In my previous column, I discussed how intellectual property, like any other form of property, can be assigned, licensed, bequeathed, etc. When a patent application is filed, the inventors listed on the application are the original owners of the invention. The initial ownership of the invention is subject, however, to any pre-existing contract the inventor may have signed with another party, such as an employer. Often, when scientists are hired by an organization, or a graduate student or professor is hired by a university, the employment contract will contain provisions stating that any inventions developed during the course of their work will be owned by the employer. Further, upon development of an invention, employers will often ask the inventors to specifically assign their rights to that invention to ensure that the chain of title is complete and accurate. While this seems relatively straightforward, it is worthwhile to explore the complicated legal issues that arise.

One case currently before the courts is that of Francisco Munoz, one of the inventors of foaming hand sanitizers, dispensers that have become ubiquitous in shopping malls and public bathrooms. Munoz and his partners formed a company to develop this product, which was subsequently bought out by a larger corporation, Deb Group. During his employment, Munoz executed assignment documents transferring the ownership of the invention to Deb. At a later date, Munoz was fired by Deb. Munoz now alleges that Deb pressured him into signing the documents, which he only later learned transferred his rights to the invention. While these allegations have not yet been proven in court, the saga provides a good lesson as to why you should always read and understand everything you are asked to sign.

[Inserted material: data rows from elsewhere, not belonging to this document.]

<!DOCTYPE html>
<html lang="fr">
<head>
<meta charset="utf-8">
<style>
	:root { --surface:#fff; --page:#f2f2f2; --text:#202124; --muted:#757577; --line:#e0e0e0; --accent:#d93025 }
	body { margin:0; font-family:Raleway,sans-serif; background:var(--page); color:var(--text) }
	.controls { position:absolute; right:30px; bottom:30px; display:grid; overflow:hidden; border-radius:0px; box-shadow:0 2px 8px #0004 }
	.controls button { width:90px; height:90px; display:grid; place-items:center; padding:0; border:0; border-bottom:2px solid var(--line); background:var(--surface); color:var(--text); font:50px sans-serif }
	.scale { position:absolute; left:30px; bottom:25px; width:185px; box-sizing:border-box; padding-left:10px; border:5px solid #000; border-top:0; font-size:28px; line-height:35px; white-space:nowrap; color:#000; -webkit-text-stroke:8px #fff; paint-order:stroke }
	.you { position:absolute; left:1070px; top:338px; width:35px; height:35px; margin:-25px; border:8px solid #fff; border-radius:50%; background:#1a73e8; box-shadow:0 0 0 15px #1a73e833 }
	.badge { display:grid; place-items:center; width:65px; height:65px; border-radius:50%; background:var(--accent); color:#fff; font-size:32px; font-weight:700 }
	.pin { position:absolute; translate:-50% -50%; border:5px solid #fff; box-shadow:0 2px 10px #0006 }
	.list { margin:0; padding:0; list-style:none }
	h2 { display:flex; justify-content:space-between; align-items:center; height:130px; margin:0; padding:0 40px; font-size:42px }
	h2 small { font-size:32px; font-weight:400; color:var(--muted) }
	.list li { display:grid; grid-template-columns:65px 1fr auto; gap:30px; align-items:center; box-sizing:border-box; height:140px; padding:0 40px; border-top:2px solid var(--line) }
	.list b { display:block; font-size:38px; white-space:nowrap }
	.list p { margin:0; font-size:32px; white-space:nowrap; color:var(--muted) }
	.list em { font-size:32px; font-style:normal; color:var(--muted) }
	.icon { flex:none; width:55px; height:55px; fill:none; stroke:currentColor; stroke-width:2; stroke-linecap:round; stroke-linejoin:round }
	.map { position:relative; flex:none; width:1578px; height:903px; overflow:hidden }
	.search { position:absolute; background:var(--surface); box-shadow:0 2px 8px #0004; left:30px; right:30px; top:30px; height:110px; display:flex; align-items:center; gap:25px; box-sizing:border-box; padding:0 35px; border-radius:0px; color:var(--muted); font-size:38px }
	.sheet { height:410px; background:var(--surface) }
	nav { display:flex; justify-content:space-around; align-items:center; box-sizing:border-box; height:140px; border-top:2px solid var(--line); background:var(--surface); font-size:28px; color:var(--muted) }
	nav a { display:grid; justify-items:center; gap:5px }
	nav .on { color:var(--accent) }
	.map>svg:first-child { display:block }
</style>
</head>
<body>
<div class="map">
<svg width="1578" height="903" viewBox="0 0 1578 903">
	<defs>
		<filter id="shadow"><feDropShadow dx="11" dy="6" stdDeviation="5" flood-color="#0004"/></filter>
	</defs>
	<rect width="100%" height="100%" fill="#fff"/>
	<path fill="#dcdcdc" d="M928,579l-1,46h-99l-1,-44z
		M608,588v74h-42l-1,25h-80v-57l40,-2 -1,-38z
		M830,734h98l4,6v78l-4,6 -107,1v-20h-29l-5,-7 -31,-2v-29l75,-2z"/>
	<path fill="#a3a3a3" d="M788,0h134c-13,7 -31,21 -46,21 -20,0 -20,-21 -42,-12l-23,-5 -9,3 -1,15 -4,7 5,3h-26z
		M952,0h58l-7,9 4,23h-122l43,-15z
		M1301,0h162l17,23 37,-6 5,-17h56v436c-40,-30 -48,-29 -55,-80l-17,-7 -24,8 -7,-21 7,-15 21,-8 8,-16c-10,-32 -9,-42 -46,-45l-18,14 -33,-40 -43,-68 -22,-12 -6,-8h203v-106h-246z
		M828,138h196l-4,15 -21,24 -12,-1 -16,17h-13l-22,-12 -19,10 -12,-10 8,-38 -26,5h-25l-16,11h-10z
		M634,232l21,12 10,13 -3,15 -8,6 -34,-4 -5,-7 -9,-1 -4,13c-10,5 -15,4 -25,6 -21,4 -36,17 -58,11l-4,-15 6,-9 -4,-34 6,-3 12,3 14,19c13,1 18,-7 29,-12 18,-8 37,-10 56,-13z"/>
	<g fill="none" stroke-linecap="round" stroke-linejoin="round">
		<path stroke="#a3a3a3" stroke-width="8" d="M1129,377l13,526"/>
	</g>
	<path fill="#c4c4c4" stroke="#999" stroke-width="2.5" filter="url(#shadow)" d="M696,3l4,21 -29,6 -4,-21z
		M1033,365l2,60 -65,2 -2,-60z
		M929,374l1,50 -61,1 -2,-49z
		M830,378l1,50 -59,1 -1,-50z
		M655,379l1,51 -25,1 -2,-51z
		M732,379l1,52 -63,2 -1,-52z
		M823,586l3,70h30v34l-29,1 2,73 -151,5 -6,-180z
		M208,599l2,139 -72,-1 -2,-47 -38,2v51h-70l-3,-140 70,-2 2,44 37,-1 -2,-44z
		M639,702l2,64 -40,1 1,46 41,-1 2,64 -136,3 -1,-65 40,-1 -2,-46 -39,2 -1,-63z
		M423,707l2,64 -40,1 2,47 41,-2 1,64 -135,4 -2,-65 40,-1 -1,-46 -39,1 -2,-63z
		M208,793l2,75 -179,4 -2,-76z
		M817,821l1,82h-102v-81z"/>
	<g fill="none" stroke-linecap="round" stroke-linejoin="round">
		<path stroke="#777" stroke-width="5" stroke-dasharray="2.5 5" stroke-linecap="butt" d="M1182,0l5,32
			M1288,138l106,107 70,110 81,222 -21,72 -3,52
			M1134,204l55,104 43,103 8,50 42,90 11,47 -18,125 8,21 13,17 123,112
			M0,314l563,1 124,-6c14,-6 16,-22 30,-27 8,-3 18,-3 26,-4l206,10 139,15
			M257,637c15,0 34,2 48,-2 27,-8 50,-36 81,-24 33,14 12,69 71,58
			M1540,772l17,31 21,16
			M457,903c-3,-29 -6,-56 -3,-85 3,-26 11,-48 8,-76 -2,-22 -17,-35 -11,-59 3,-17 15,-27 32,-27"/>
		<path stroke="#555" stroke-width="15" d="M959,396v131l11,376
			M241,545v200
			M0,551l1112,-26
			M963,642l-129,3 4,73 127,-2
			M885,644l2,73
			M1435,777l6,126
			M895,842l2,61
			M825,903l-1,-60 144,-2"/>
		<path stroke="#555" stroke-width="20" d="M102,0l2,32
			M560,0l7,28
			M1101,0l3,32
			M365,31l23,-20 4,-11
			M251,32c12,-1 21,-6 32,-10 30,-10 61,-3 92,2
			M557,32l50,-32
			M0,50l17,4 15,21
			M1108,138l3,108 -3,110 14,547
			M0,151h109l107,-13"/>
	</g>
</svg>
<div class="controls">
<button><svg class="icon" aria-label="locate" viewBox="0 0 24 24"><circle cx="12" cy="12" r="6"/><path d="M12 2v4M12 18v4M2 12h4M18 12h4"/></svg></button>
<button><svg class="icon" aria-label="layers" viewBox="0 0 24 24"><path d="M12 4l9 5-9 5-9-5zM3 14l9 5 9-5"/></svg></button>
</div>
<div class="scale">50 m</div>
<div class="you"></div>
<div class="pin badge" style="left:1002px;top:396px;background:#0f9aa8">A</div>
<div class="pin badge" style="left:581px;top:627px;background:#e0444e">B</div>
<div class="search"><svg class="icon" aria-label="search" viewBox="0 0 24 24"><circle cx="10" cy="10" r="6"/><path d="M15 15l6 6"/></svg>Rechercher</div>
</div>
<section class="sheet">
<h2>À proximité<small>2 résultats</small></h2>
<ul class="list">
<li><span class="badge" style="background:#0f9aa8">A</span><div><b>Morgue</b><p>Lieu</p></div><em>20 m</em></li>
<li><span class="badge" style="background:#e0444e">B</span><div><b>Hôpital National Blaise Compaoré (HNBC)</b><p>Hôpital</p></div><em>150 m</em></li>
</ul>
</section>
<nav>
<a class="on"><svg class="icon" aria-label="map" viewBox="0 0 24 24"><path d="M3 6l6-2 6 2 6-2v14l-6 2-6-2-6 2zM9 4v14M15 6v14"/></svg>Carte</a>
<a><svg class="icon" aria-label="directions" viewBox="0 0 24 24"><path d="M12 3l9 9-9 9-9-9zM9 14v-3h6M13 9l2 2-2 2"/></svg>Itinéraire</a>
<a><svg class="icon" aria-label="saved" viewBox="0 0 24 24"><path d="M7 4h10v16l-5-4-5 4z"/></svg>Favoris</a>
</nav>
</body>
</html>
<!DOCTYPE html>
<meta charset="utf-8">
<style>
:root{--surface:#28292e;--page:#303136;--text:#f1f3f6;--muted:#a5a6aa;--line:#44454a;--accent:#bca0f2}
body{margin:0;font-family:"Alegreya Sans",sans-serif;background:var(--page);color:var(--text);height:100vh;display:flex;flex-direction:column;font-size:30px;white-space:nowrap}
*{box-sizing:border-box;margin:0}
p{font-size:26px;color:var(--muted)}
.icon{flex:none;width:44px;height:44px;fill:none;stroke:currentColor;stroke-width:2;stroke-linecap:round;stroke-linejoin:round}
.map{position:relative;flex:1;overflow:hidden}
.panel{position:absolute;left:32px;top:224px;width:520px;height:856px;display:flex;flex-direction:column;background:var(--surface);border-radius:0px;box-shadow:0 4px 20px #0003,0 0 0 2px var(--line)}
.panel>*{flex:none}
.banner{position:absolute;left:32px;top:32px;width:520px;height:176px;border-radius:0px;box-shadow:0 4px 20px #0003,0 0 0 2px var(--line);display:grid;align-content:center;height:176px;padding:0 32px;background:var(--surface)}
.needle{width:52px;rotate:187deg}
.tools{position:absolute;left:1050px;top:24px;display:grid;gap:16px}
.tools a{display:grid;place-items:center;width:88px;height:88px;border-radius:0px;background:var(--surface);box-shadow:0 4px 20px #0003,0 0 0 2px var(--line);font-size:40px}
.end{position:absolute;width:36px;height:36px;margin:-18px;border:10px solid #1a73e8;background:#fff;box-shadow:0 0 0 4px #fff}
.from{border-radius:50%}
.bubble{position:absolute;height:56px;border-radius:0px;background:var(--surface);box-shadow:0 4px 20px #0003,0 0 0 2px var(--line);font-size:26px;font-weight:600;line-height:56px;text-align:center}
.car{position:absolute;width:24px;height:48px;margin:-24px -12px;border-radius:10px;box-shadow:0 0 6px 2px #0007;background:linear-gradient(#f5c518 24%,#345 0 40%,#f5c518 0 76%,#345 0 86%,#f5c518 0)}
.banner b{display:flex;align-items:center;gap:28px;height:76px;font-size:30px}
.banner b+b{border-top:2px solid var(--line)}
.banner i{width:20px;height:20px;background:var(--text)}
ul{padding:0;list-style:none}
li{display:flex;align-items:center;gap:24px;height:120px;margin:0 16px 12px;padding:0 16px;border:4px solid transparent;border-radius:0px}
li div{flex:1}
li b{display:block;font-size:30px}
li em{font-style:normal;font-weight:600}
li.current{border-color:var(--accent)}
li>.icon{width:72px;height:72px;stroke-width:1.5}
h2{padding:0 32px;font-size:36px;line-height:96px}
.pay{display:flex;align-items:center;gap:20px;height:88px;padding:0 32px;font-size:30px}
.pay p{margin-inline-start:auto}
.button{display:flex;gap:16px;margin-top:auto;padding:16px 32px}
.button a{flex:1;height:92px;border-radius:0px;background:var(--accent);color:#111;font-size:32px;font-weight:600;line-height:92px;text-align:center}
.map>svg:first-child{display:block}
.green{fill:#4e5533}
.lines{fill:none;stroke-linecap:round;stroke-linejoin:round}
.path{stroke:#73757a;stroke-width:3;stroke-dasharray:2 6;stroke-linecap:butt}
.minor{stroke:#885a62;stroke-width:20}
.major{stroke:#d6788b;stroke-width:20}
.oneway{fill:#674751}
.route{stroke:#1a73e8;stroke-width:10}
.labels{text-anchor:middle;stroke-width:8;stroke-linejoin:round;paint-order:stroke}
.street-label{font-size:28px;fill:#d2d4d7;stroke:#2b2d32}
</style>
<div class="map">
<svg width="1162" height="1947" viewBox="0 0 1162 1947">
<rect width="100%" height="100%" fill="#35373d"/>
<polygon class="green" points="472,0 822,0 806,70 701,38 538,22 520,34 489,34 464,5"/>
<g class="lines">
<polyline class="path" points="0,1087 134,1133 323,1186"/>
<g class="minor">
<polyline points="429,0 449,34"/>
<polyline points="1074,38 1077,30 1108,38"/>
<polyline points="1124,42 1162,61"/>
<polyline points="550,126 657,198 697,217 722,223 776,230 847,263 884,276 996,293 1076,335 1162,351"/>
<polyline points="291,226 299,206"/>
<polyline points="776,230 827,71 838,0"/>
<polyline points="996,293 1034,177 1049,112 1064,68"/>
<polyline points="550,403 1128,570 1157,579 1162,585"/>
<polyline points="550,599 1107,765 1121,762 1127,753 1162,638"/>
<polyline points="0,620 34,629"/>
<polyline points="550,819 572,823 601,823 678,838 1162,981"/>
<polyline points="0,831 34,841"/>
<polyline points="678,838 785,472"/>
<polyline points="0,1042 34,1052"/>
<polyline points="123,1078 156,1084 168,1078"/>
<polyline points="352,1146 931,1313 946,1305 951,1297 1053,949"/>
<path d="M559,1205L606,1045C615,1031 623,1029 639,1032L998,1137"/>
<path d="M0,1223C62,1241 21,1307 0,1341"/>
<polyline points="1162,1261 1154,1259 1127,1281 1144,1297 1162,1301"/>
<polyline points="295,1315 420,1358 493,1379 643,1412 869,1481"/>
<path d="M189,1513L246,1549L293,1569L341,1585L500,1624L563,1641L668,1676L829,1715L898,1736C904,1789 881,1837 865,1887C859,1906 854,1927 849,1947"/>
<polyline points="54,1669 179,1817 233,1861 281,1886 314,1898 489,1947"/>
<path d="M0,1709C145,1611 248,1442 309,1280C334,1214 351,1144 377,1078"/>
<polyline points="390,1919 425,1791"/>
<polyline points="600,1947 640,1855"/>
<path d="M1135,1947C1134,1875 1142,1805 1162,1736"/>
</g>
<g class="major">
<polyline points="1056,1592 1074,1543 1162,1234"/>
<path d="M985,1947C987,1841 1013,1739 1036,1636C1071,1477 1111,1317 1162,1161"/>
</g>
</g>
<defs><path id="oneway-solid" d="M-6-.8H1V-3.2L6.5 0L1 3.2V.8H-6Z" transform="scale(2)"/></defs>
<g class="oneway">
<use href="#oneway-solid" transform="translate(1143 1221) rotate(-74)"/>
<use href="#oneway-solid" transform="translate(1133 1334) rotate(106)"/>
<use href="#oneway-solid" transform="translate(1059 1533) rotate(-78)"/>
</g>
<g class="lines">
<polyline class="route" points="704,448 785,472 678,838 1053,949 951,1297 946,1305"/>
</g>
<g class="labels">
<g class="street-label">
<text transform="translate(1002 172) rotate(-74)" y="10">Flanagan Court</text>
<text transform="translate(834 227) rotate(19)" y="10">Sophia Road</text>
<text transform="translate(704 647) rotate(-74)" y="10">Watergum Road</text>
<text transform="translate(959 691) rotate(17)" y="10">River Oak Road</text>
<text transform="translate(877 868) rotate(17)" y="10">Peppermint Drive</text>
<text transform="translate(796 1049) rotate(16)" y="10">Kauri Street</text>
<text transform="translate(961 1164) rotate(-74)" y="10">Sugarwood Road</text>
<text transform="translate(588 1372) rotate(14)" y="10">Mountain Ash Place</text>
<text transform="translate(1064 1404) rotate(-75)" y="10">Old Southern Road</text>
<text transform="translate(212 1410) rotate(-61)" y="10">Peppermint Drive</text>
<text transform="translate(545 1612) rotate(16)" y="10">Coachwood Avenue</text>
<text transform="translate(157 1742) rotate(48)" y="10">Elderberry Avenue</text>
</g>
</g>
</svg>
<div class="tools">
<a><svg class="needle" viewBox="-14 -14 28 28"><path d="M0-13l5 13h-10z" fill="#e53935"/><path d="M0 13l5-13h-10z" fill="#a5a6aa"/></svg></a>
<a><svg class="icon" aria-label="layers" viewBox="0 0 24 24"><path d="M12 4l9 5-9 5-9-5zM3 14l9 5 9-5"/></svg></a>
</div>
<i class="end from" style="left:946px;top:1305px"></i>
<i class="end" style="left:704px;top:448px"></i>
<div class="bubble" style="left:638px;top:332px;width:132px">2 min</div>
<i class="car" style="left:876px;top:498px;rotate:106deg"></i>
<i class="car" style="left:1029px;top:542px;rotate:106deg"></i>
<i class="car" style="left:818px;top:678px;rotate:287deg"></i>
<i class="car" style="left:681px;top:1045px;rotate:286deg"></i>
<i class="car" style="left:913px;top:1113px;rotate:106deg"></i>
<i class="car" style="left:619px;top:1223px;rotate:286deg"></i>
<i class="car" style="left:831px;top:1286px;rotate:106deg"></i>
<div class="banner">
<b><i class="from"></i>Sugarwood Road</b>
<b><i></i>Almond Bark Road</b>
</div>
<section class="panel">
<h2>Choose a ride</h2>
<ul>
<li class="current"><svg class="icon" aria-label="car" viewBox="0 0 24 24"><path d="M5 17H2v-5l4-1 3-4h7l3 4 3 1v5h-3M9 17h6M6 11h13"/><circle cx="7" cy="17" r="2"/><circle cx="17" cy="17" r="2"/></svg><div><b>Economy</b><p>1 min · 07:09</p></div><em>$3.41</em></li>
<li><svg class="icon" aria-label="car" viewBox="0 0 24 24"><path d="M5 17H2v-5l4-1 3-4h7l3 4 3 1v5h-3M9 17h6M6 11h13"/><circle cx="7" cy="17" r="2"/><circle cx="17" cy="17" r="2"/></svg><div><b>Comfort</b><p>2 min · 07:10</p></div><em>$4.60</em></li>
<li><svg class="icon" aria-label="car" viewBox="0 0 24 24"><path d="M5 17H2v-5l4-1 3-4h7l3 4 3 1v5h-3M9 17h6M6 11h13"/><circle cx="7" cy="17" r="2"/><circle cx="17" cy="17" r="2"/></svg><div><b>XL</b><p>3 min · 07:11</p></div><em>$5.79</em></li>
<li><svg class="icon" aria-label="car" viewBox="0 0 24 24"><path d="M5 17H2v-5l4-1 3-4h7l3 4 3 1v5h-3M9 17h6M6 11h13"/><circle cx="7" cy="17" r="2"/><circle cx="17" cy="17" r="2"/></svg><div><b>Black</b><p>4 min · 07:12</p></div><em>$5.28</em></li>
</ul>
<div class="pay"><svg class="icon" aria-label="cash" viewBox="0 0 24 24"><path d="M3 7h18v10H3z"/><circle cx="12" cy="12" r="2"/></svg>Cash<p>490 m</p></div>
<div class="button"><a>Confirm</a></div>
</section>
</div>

As alluded to above, complicated legal issues of ownership also arise when an employee has signed an employment contract containing provisions which stipulate that inventions developed during the course of their work are owned by the employer. Let me paint a possible scenario: a grad student at a university signs an employment contract that specifically states that any inventions developed during her employment are owned by the university. Her research involves investigating novel polymers, which are to be used for the manufacture of computer chips. While running an experiment late on a Friday night, the student becomes bored (obviously this scenario is fictitious — who could ever be bored in a chemistry lab!) and mixes the polymers with a completely unrelated substance, which results in a new adhesive. Over the next several weeks, including weekends, she refines the adhesive and finds that it is superior to any of those known before. Eureka — an invention! But who owns the invention? There are convincing arguments on both sides. The student was using the university’s materials and equipment and was conducting research during the course of her degree. However, it’s clear that some of the research for the adhesive was conducted on her own time and was not related to the research she was specifically hired to conduct. In such a scenario, there are no easy answers as to who owns the invention. When complicated issues of ownership arise before a court, the outcome of the case will be heavily dependent upon the evidence at hand, with the court weighing those factors, and others, discussed above.

Disputes over the ownership of an invention often arise after the invention has become financially successful. It is therefore best to be proactive at the time a patent application is filed to determine who is the rightful owner of the invention and to maintain a clear record of any documents to support or establish that ownership.